Data extracted from a collection
==*==

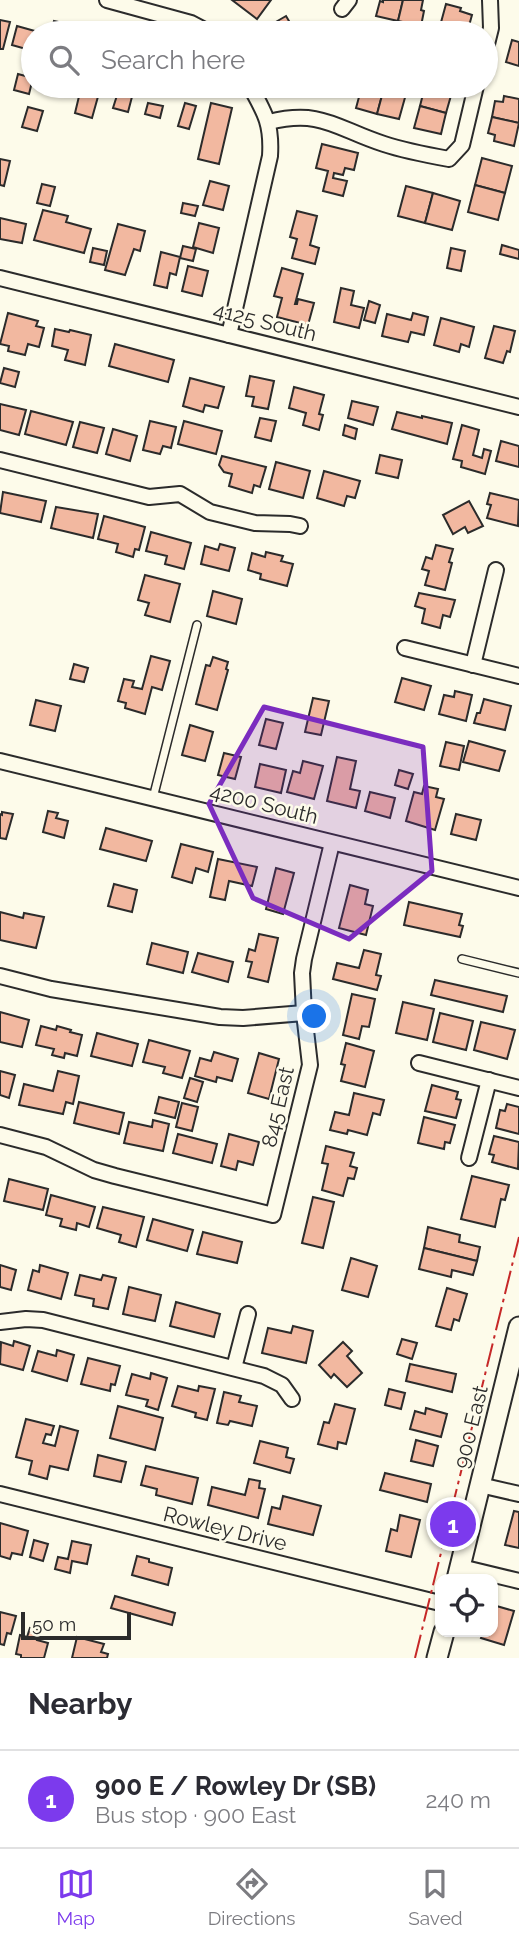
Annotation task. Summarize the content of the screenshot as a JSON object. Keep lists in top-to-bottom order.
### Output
{
  "streets": {
    "main road": ["900 East"],
    "street": [
      "4125 South",
      "4200 South",
      "845 East",
      "Rowley Drive"
    ]
  },
  "crossings": [
    ["4200 South", "845 East"]
  ],
  "scale_bar": "50 m",
  "page": {
    "search": "Search here",
    "pins": "1",
    "scale": "50 m",
    "heading": "Nearby",
    "list": [
      {
        "mark": "1",
        "name": "900 E / Rowley Dr (SB)",
        "note": "Bus stop · 900 East",
        "value": "240 m"
      }
    ],
    "nav": ["Map", "Directions", "Saved"]
  }
}
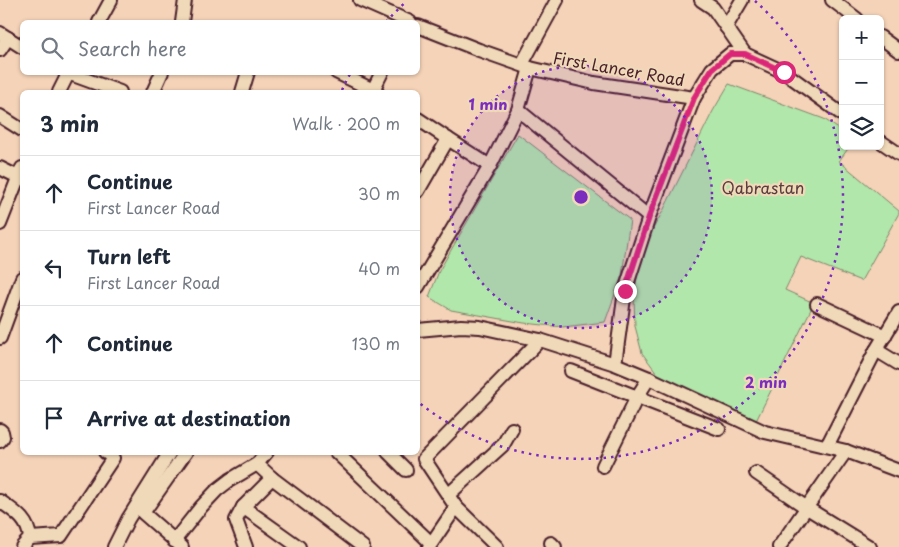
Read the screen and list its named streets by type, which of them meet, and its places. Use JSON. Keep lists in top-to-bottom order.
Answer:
{
  "streets": {
    "street": ["First Lancer Road"]
  },
  "parks": ["Qabrastan"],
  "page": {
    "map_buttons": ["+", "−"],
    "search": "Search here",
    "heading": ["3 min", "Walk · 200 m"],
    "list": [
      ["Continue", "First Lancer Road", "30 m"],
      ["Turn left", "First Lancer Road", "40 m"],
      ["Continue", "130 m"],
      "Arrive at destination"
    ]
  },
  "rings": ["1 min", "2 min"]
}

==*==

--- What this task involves ---
Copy the entries character for character, excluding any pictures.

--- Completed exercise ---
Annotation task. Summarize the content of the screenshot as a JSON object. Keep lists in top-to-bottom order.
### Output
{
  "streets": {
    "main road": ["900 East"],
    "street": [
      "4125 South",
      "4200 South",
      "845 East",
      "Rowley Drive"
    ]
  },
  "crossings": [
    ["4200 South", "845 East"]
  ],
  "scale_bar": "50 m",
  "page": {
    "search": "Search here",
    "pins": "1",
    "scale": "50 m",
    "heading": "Nearby",
    "list": [
      {
        "mark": "1",
        "name": "900 E / Rowley Dr (SB)",
        "note": "Bus stop · 900 East",
        "value": "240 m"
      }
    ],
    "nav": ["Map", "Directions", "Saved"]
  }
}
Read the screen and list its named streets by type, which of them meet, and its places. Use JSON. Keep lists in top-to-bottom order.
Answer:
{
  "streets": {
    "street": ["First Lancer Road"]
  },
  "parks": ["Qabrastan"],
  "page": {
    "map_buttons": ["+", "−"],
    "search": "Search here",
    "heading": ["3 min", "Walk · 200 m"],
    "list": [
      ["Continue", "First Lancer Road", "30 m"],
      ["Turn left", "First Lancer Road", "40 m"],
      ["Continue", "130 m"],
      "Arrive at destination"
    ]
  },
  "rings": ["1 min", "2 min"]
}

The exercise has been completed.